--- DIRECTIONS FOR THIS TASK ---
Each entry below should be returned exactly as is, with the pictures removed.

*** Opening of THE RECORDS ***

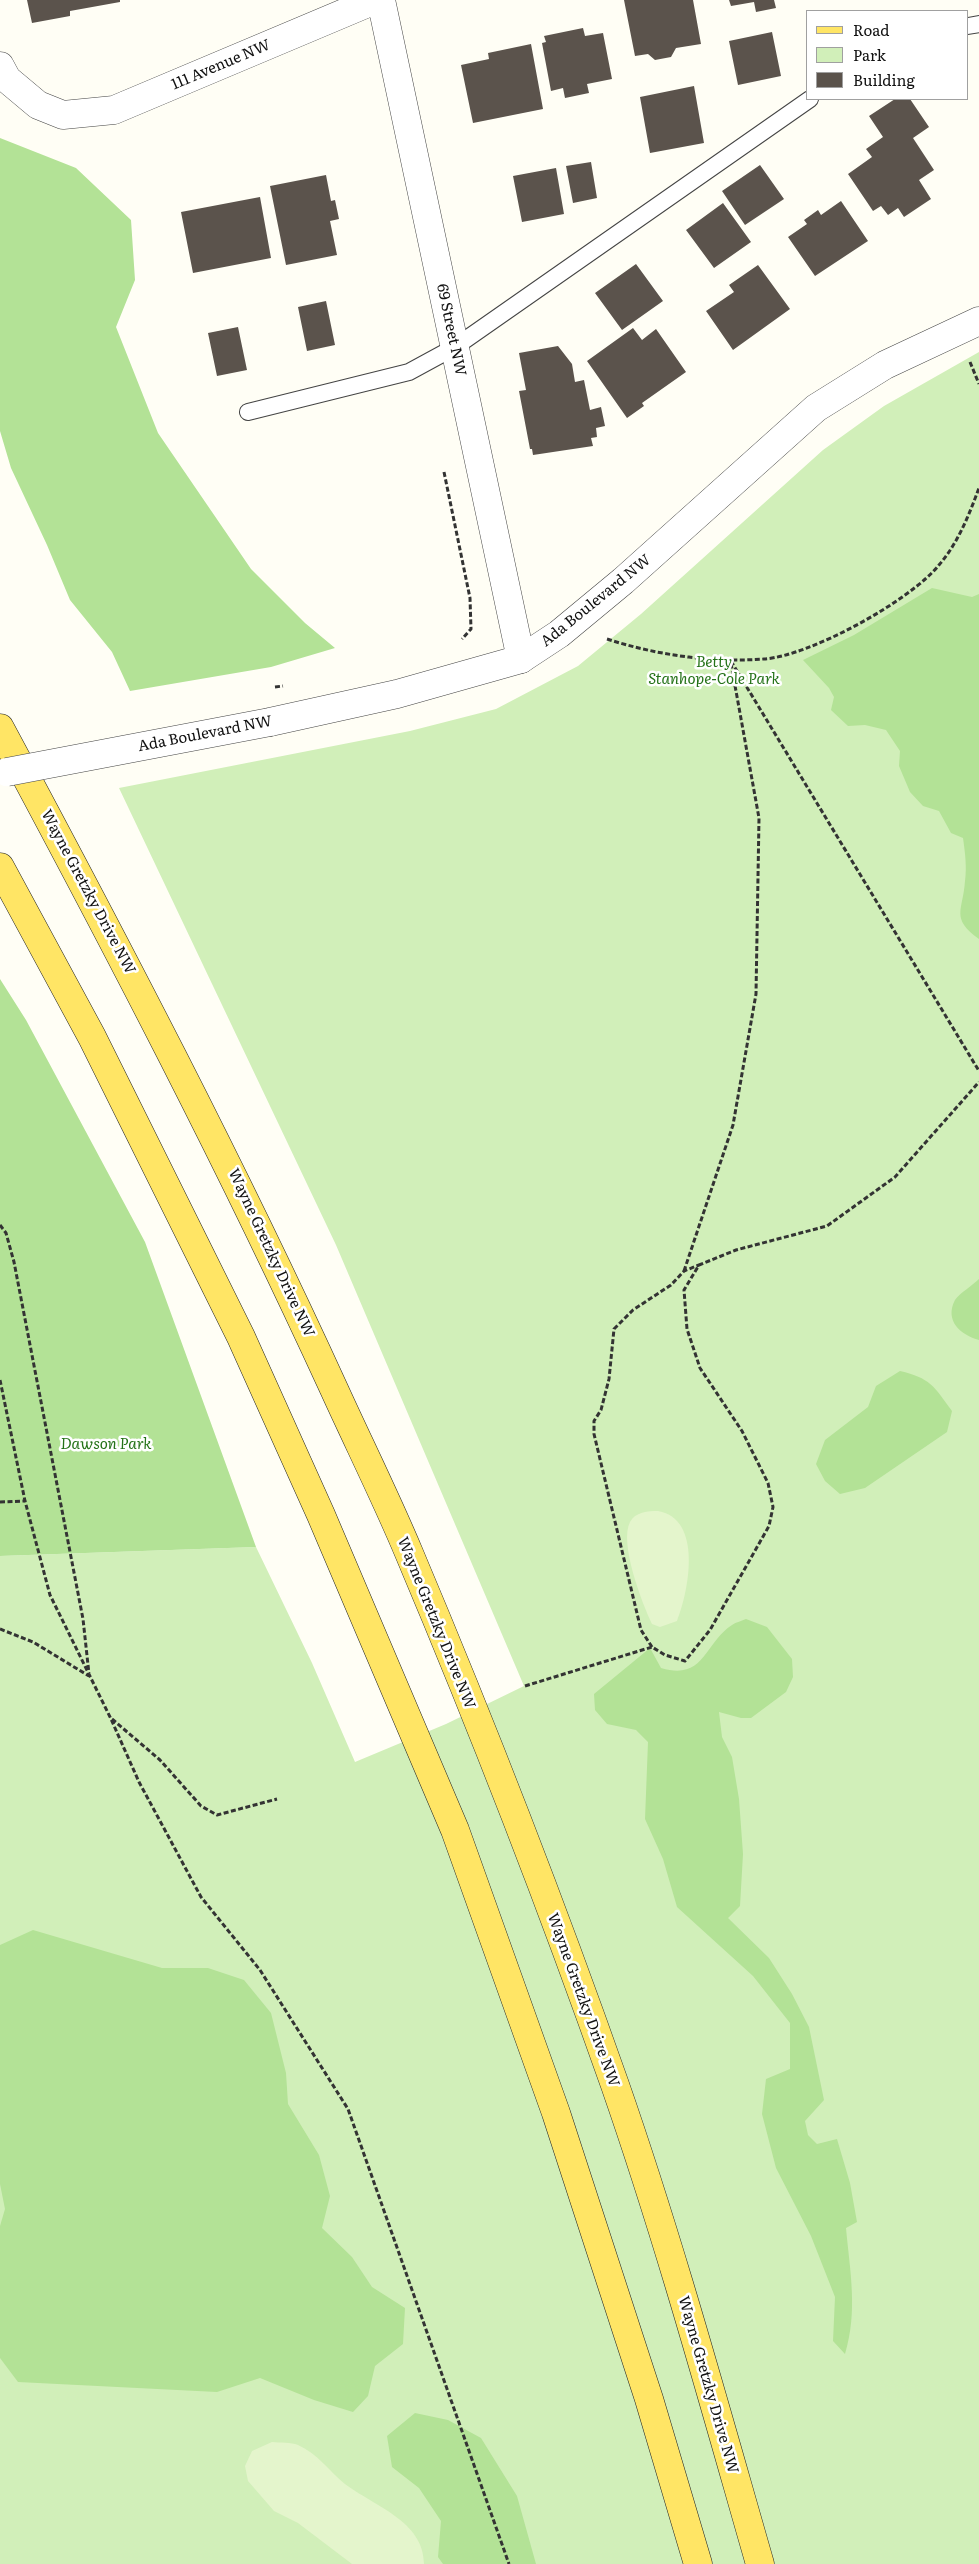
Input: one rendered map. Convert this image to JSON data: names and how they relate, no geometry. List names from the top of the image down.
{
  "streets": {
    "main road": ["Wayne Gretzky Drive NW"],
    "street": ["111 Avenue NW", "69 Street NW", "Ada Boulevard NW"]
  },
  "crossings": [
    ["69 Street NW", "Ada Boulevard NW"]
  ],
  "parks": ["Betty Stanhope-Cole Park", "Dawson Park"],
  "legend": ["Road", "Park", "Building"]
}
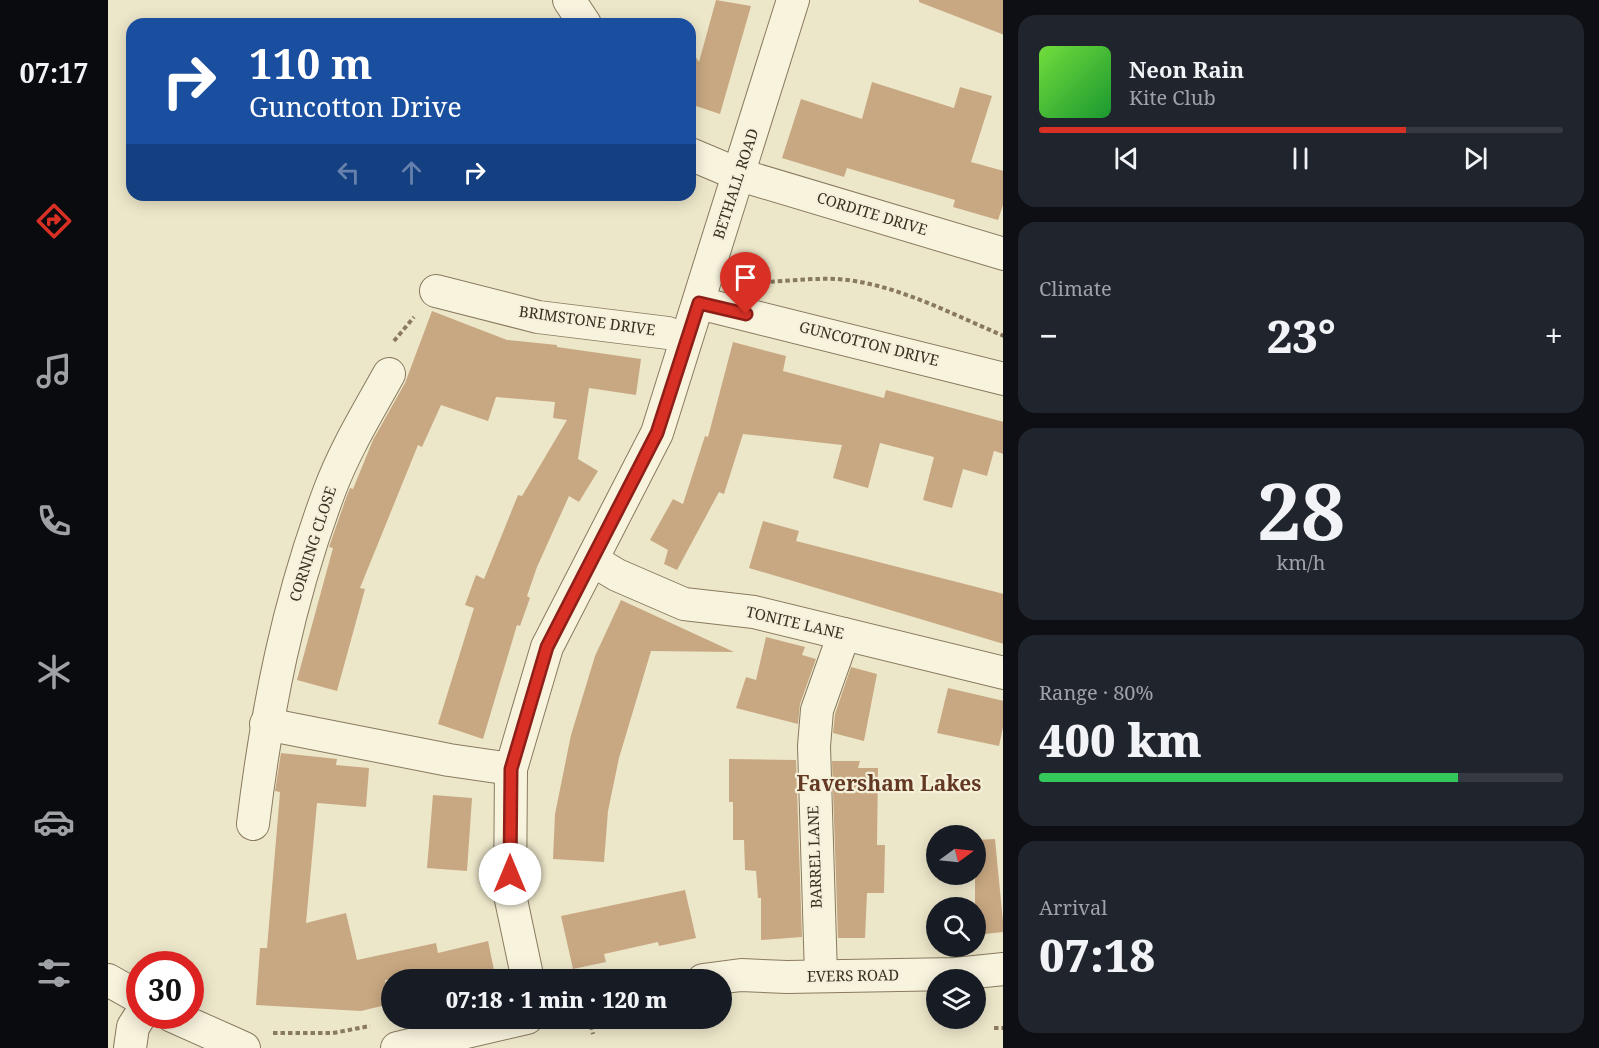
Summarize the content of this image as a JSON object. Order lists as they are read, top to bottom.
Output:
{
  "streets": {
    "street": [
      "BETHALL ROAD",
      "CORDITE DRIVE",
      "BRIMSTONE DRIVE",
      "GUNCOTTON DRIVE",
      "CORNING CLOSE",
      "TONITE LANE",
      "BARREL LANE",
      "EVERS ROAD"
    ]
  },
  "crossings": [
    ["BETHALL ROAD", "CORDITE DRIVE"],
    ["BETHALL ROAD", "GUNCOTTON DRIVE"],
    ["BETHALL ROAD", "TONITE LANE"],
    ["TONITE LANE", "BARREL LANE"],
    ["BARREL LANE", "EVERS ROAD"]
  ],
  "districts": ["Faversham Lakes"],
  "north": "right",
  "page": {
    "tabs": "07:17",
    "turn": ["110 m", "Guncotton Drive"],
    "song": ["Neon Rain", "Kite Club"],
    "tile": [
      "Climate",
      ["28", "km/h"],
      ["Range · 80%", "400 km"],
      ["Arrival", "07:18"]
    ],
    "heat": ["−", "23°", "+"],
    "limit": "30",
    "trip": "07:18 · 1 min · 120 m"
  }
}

*** Close of THE RECORDS ***

--- REPLY TO THE EXERCISE ---
Input: one rendered map. Convert this image to JSON data: names and how they relate, no geometry. List names from the top of the image down.
{
  "streets": {
    "main road": ["Wayne Gretzky Drive NW"],
    "street": ["111 Avenue NW", "69 Street NW", "Ada Boulevard NW"]
  },
  "crossings": [
    ["69 Street NW", "Ada Boulevard NW"]
  ],
  "parks": ["Betty Stanhope-Cole Park", "Dawson Park"],
  "legend": ["Road", "Park", "Building"]
}
Summarize the content of this image as a JSON object. Order lists as they are read, top to bottom.
Output:
{
  "streets": {
    "street": [
      "BETHALL ROAD",
      "CORDITE DRIVE",
      "BRIMSTONE DRIVE",
      "GUNCOTTON DRIVE",
      "CORNING CLOSE",
      "TONITE LANE",
      "BARREL LANE",
      "EVERS ROAD"
    ]
  },
  "crossings": [
    ["BETHALL ROAD", "CORDITE DRIVE"],
    ["BETHALL ROAD", "GUNCOTTON DRIVE"],
    ["BETHALL ROAD", "TONITE LANE"],
    ["TONITE LANE", "BARREL LANE"],
    ["BARREL LANE", "EVERS ROAD"]
  ],
  "districts": ["Faversham Lakes"],
  "north": "right",
  "page": {
    "tabs": "07:17",
    "turn": ["110 m", "Guncotton Drive"],
    "song": ["Neon Rain", "Kite Club"],
    "tile": [
      "Climate",
      ["28", "km/h"],
      ["Range · 80%", "400 km"],
      ["Arrival", "07:18"]
    ],
    "heat": ["−", "23°", "+"],
    "limit": "30",
    "trip": "07:18 · 1 min · 120 m"
  }
}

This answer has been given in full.